■ **What is expected**: All of the data should be reproduced word for word, though its pictures must be omitted.

■ **Dataset section**:
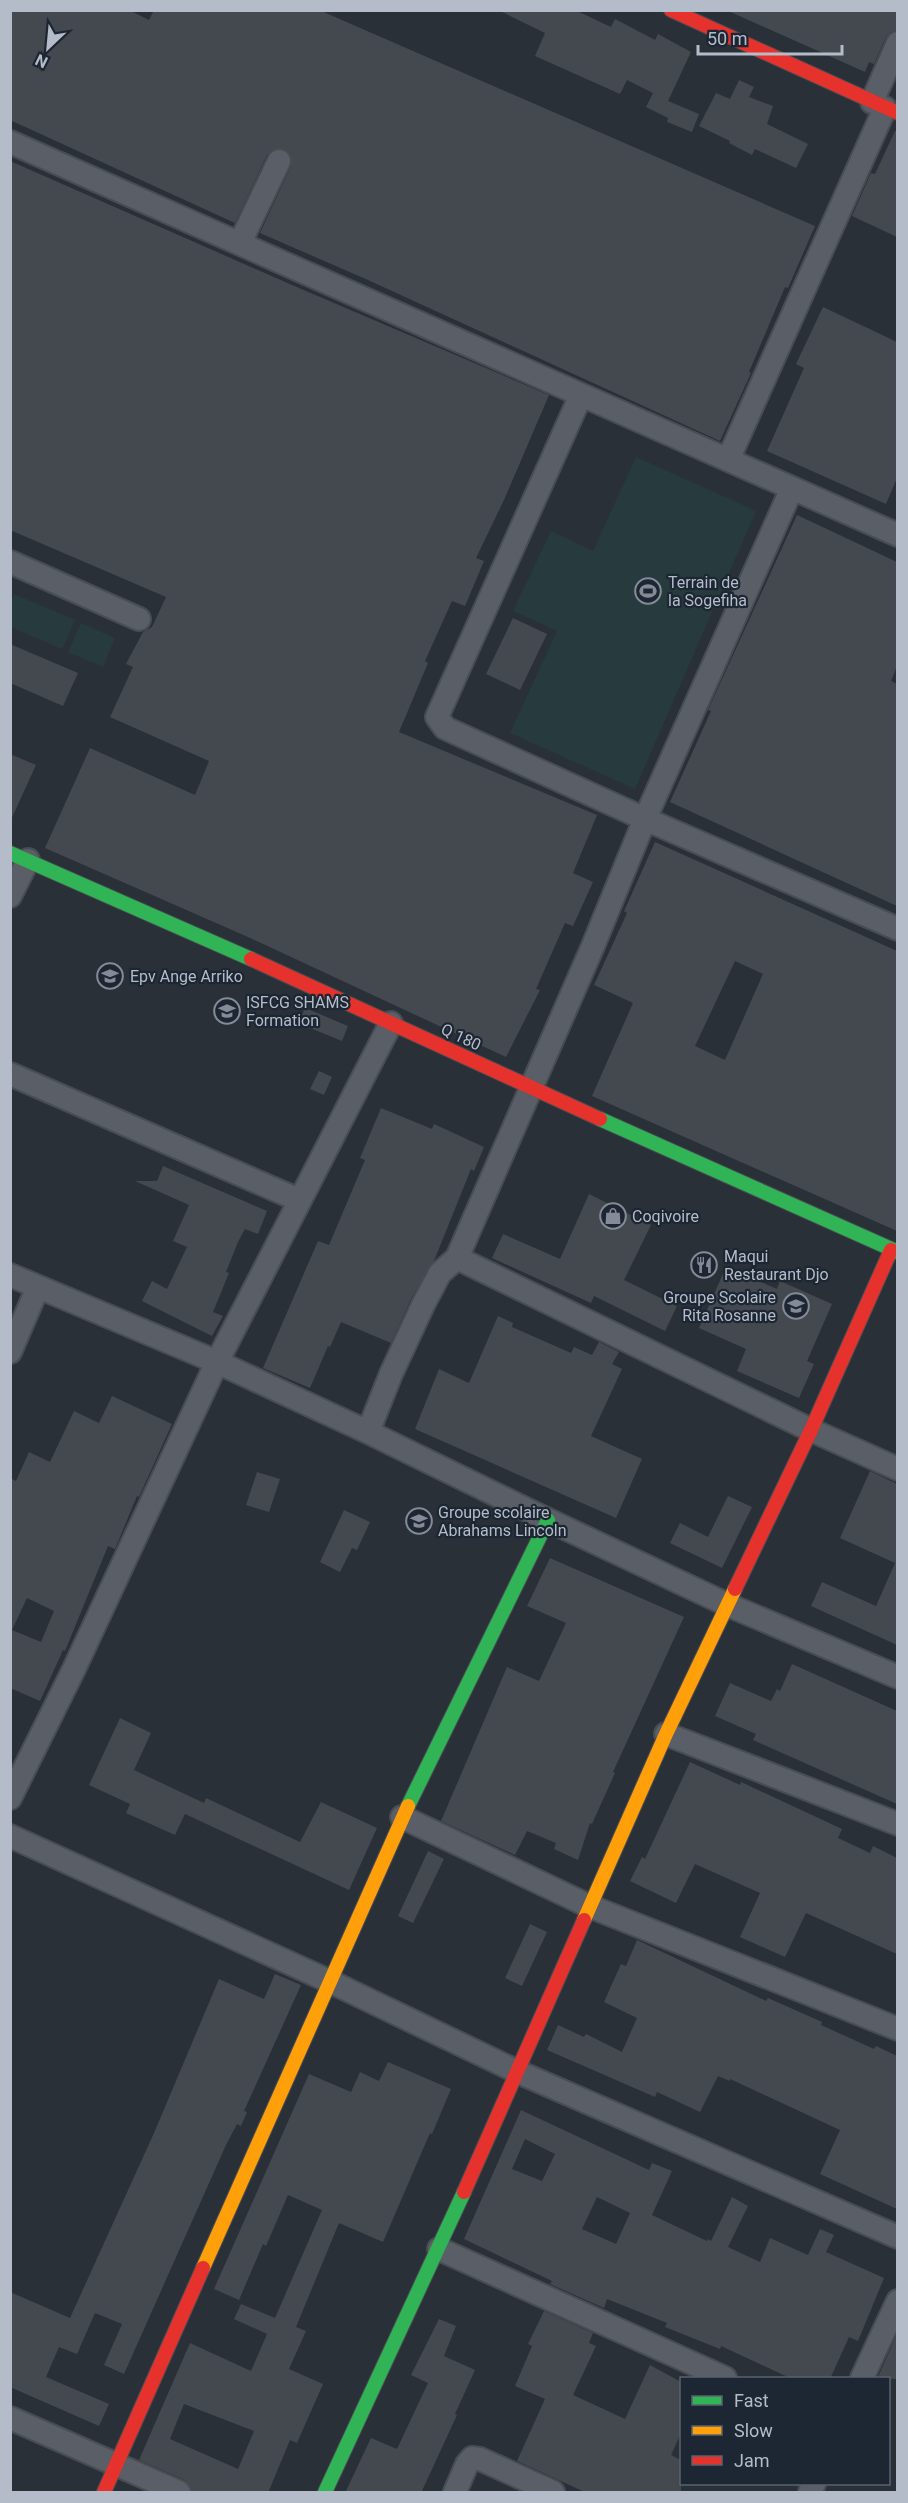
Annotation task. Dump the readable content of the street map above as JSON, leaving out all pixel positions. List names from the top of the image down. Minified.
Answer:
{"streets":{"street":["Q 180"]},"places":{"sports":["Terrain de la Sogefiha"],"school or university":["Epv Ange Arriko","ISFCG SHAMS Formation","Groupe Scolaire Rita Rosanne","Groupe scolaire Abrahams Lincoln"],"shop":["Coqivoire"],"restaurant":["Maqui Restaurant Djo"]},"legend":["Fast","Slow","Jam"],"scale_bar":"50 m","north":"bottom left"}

■ **Problem solution**:
Annotation task. Dump the readable content of the street map above as JSON, leaving out all pixel positions. List names from the top of the image down. Minified.
Answer:
{"streets":{"street":["Q 180"]},"places":{"sports":["Terrain de la Sogefiha"],"school or university":["Epv Ange Arriko","ISFCG SHAMS Formation","Groupe Scolaire Rita Rosanne","Groupe scolaire Abrahams Lincoln"],"shop":["Coqivoire"],"restaurant":["Maqui Restaurant Djo"]},"legend":["Fast","Slow","Jam"],"scale_bar":"50 m","north":"bottom left"}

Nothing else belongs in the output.